While we’ve been monitoring the flow for opportunities, it’s hard to discern whether the latest batch of activity is accumulation or just earnings hedging. All last week’s top bets coincide with earnings; we’re better off waiting after the reports to pounce on any action. A telltale sign of accumulation is when players aggressively buy into post-earnings weakness. After earnings, all the hedging is out of the way, and it’s much easier to identify new action.
Hedge Funds trimmed a tiny portion of their long position last week.
Consumer discretionary saw the sharpest bounce last week, going from despair to nearly overheated.
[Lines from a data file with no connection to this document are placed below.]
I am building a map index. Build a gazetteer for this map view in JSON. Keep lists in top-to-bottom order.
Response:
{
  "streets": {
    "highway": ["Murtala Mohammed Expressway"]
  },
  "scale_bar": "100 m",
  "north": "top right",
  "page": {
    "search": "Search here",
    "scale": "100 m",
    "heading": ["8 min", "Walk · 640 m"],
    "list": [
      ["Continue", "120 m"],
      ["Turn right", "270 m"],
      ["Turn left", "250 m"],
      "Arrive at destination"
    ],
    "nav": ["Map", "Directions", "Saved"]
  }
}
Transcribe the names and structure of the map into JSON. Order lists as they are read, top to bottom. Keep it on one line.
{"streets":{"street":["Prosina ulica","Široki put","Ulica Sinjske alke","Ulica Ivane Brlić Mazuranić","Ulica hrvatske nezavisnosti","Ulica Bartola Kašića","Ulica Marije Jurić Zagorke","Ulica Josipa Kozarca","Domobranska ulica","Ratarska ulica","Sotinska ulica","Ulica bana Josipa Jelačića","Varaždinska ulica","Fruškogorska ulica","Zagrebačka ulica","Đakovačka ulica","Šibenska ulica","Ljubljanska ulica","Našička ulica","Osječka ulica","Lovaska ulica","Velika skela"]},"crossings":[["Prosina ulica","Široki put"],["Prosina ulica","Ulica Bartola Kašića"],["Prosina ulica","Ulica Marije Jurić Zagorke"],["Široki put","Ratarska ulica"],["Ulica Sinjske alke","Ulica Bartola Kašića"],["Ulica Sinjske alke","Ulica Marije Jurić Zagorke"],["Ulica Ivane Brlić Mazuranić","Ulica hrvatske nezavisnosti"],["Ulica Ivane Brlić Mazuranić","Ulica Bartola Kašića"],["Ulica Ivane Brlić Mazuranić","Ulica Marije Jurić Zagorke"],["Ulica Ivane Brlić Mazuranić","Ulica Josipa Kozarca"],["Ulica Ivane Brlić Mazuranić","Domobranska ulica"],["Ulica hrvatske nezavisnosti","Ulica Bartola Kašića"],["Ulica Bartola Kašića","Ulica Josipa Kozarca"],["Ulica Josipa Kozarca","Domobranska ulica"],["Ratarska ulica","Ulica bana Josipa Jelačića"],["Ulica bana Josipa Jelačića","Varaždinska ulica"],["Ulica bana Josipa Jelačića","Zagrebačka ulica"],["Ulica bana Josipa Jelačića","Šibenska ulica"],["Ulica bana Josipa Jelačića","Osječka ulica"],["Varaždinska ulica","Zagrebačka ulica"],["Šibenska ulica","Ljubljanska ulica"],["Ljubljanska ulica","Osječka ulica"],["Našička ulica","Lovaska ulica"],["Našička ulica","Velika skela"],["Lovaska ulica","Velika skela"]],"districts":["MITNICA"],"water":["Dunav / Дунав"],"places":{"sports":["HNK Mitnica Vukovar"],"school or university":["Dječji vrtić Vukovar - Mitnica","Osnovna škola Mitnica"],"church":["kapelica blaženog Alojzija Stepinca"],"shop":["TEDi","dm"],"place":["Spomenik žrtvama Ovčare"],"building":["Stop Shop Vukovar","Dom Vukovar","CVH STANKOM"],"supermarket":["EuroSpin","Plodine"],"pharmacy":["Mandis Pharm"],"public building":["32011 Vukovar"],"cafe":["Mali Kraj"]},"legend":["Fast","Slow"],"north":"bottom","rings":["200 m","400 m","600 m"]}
Strap yourself in because this episode of the Misfit Happy Hour features Chris Cady, Peter McEwen, and Sang Lucci himself discussing questions about trading psychology that have kept you up at night but you’ve never heard discussed in public before.Peter, Chris, and Lucci are all teachers in our new Clear Mind Trading psychology course, which launches with live classes on Monday, January 23rd.Learn more and sign up at https://sanglucci.com/clear-mind/
Jesus points out that bad news is back to meaning bad news in the price action. Check out the Flow Show to see what Wall St. Jesus is doing while waiting for a pullback off this recent squeeze.
See you mañana!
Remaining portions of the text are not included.